Not All LoRA Parameters Are Essential: Insights on Inference Necessity
This work addresses efficiency and performance for users of LoRA-fine-tuned LLMs, offering an incremental improvement by optimizing inference without retraining.
The paper tackled the problem of unnecessary LoRA layers during inference in fine-tuned large language models, proposing a method to identify and drop non-essential layers, which resulted in consistent and significant performance improvements across multiple datasets and baselines.

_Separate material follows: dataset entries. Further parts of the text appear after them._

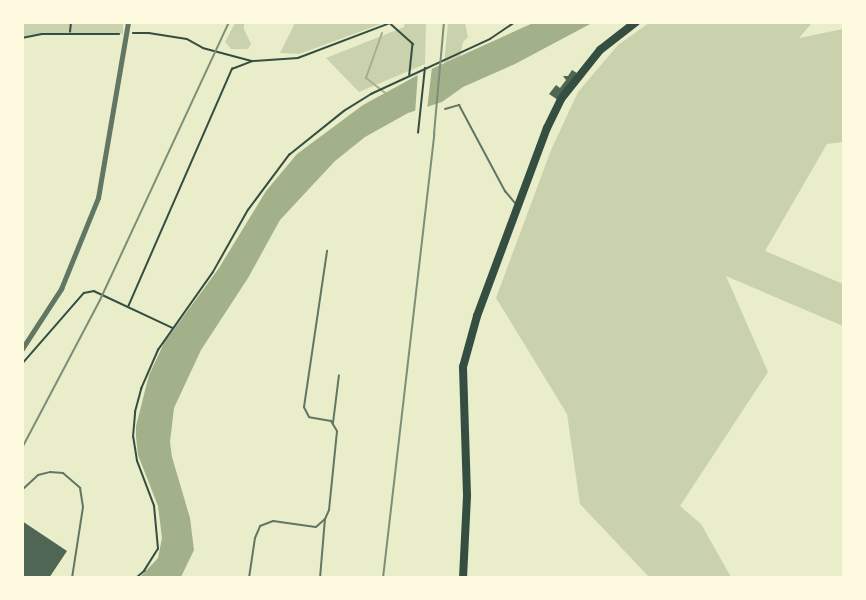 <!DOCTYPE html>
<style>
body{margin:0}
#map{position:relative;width:866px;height:600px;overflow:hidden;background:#e9edc9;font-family:Karla,sans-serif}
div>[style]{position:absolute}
.green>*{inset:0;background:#cad2ad}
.water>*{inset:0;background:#a3b18a}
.pier>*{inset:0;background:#e9edc9}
.stream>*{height:2px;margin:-1px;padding:0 1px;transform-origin:1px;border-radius:1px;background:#a3b18a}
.building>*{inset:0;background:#4f6655}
.path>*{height:1.5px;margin:-0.75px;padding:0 0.75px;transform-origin:0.75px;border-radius:0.75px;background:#344e41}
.service>*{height:2px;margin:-1px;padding:0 1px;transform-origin:1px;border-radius:1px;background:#617663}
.minor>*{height:4.5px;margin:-2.25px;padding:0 2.25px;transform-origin:2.25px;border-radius:2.25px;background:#617663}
.trunk>*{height:8px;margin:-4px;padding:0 4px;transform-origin:4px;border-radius:4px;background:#344e41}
.rail>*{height:2px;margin:-1px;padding:0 1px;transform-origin:1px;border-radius:1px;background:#7c8e77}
span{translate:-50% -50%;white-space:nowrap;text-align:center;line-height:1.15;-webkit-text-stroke:6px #fefae0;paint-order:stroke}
.frame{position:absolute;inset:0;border:24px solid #fefae0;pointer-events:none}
</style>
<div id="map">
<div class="green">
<i style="clip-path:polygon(23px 23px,123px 23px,123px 34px,42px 34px,23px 38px)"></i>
<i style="clip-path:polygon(235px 23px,244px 23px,244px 29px,251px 44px,248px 49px,231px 49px,225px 42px)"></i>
<i style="clip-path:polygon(295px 23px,295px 22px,384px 23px,299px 54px,280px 53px)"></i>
<i style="clip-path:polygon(405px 23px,426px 23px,425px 64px,359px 92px,326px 58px,404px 27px)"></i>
<i style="clip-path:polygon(448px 23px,465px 23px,468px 37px,463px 42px,460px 58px,444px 65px)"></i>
<i style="clip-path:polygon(649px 23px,812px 23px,799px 38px,843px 29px,843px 142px,827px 144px,765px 251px,843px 284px,843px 326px,726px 276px,768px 372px,680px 506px,701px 524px,731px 577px,649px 577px,580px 504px,567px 414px,496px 298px,551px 150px,578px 92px,618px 45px)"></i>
</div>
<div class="water">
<i style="clip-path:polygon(533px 23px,592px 23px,515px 64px,463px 87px,442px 102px,408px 113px,365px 137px,335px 161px,280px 220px,248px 278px,201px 350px,174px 408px,170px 442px,172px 457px,190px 518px,194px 550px,181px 577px,140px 577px,158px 558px,162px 538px,158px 506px,138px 455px,136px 437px,136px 426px,149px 375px,164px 343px,219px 268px,266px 191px,297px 154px,363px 105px,416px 76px)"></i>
</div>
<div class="pier">
<i style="clip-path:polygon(432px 67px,427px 110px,415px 114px,418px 72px)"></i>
</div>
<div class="stream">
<i style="left:382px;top:33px;width:48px;rotate:109.6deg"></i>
<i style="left:366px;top:78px;width:24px;rotate:38deg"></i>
</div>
<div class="building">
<i style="clip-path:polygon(572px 70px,577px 73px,558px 100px,549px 94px,556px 85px,560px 88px,566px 80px,563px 76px,568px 76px)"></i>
<i style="clip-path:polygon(22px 521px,67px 551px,49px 578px,22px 578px)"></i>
</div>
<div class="path">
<i style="left:391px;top:24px;width:30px;rotate:42deg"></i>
<i style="left:413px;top:44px;width:31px;rotate:96deg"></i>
<i style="left:70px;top:32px;width:10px;rotate:-84deg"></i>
<i style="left:133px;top:33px;width:16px"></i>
<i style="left:149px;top:33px;width:38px;rotate:9deg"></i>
<i style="left:187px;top:39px;width:18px;rotate:29deg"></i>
<i style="left:203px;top:48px;width:51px;rotate:14.9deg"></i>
<i style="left:22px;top:38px;width:20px;rotate:-11deg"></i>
<i style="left:42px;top:34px;width:77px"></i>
<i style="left:418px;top:133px;width:65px;rotate:-83.9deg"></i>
<i style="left:128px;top:307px;width:260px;rotate:-66.4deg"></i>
<i style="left:232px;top:69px;width:22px;rotate:-21deg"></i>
<i style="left:253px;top:61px;width:45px;rotate:-3.8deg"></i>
<i style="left:298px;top:58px;width:102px;rotate:-20.8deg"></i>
<i style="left:22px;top:364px;width:94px;rotate:-48.9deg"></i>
<i style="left:84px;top:293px;width:10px;rotate:-11deg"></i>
<i style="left:94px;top:291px;width:87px;rotate:25.1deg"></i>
<i style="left:136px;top:578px;width:11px;rotate:-41deg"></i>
<i style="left:144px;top:571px;width:26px;rotate:-58deg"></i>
<i style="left:158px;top:549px;width:43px;rotate:-95.3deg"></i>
<i style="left:154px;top:506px;width:48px;rotate:-110.7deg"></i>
<i style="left:137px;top:461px;width:24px;rotate:-99deg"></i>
<i style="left:133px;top:437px;width:25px;rotate:-85deg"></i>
<i style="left:135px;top:412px;width:24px;rotate:-75deg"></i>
<i style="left:141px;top:389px;width:43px;rotate:-66.4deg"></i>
<i style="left:158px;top:350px;width:95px;rotate:-54.8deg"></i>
<i style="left:213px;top:272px;width:71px;rotate:-60.6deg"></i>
<i style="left:248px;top:210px;width:69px;rotate:-53.3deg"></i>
<i style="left:289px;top:155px;width:70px;rotate:-38.7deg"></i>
<i style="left:344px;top:111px;width:32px;rotate:-32deg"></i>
<i style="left:371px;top:94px;width:131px;rotate:-24.8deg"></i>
<i style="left:490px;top:39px;width:30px;rotate:-34deg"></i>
</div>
<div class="service">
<i style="left:445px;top:109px;width:15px;rotate:-16deg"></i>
<i style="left:459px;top:105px;width:98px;rotate:61.9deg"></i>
<i style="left:505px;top:191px;width:17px;rotate:50deg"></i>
<i style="left:333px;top:423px;width:48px;rotate:-82.9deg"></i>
<i style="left:22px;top:490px;width:22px;rotate:-43deg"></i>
<i style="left:38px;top:475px;width:12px;rotate:-14deg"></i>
<i style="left:50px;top:472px;width:13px;rotate:4deg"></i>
<i style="left:63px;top:473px;width:23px;rotate:41deg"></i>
<i style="left:80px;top:488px;width:19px;rotate:81deg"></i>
<i style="left:83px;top:507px;width:72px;rotate:98.8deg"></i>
<i style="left:249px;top:578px;width:40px;rotate:-81.5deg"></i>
<i style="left:255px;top:538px;width:13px;rotate:-67deg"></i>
<i style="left:260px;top:526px;width:14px;rotate:-21deg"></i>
<i style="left:273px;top:521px;width:43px;rotate:7.9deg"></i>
<i style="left:316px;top:527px;width:12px;rotate:-42deg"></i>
<i style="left:325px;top:519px;width:10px;rotate:-66deg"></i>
<i style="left:329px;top:510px;width:79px;rotate:-84.2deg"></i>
<i style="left:337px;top:431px;width:12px;rotate:-121deg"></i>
<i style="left:331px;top:421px;width:22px;rotate:-170deg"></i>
<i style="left:309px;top:417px;width:11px;rotate:-117deg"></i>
<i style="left:304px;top:407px;width:158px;rotate:-81.6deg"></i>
<i style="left:320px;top:578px;width:59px;rotate:-85.2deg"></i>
</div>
<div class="minor">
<i style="left:22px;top:349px;width:72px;rotate:-57deg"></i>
<i style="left:61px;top:289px;width:98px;rotate:-67.9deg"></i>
<i style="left:98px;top:198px;width:179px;rotate:-80.3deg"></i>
</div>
<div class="trunk">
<i style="left:463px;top:578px;width:83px;rotate:-87.2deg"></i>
<i style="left:467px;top:495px;width:128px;rotate:-91.8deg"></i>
<i style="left:463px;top:367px;width:53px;rotate:-74.6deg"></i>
<i style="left:477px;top:316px;width:201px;rotate:-69.6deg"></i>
<i style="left:547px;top:128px;width:32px;rotate:-64deg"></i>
<i style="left:561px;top:99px;width:63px;rotate:-51.5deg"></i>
<i style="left:600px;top:50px;width:46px;rotate:-37.9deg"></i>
</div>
<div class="rail">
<i style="left:22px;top:448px;width:167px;rotate:-62.2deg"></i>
<i style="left:100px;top:300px;width:306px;rotate:-65.1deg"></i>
<i style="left:383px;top:578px;width:447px;rotate:-83.4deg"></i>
<i style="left:434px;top:134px;width:112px;rotate:-84.9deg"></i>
</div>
<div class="frame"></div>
</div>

Current research on LoRA primarily focuses on minimizing the number of fine-tuned parameters or optimizing its architecture. However, the necessity of all fine-tuned LoRA layers during inference remains underexplored. In this paper, we investigate the contribution of each LoRA layer to the model's ability to predict the ground truth and hypothesize that lower-layer LoRA modules play a more critical role in model reasoning and understanding. To address this, we propose a simple yet effective method to enhance the performance of large language models (LLMs) fine-tuned with LoRA. Specifically, we identify a ``boundary layer'' that distinguishes essential LoRA layers by analyzing a small set of validation samples. During inference, we drop all LoRA layers beyond this boundary. We evaluate our approach on three strong baselines across four widely-used text generation datasets. Our results demonstrate consistent and significant improvements, underscoring the effectiveness of selectively retaining critical LoRA layers during inference.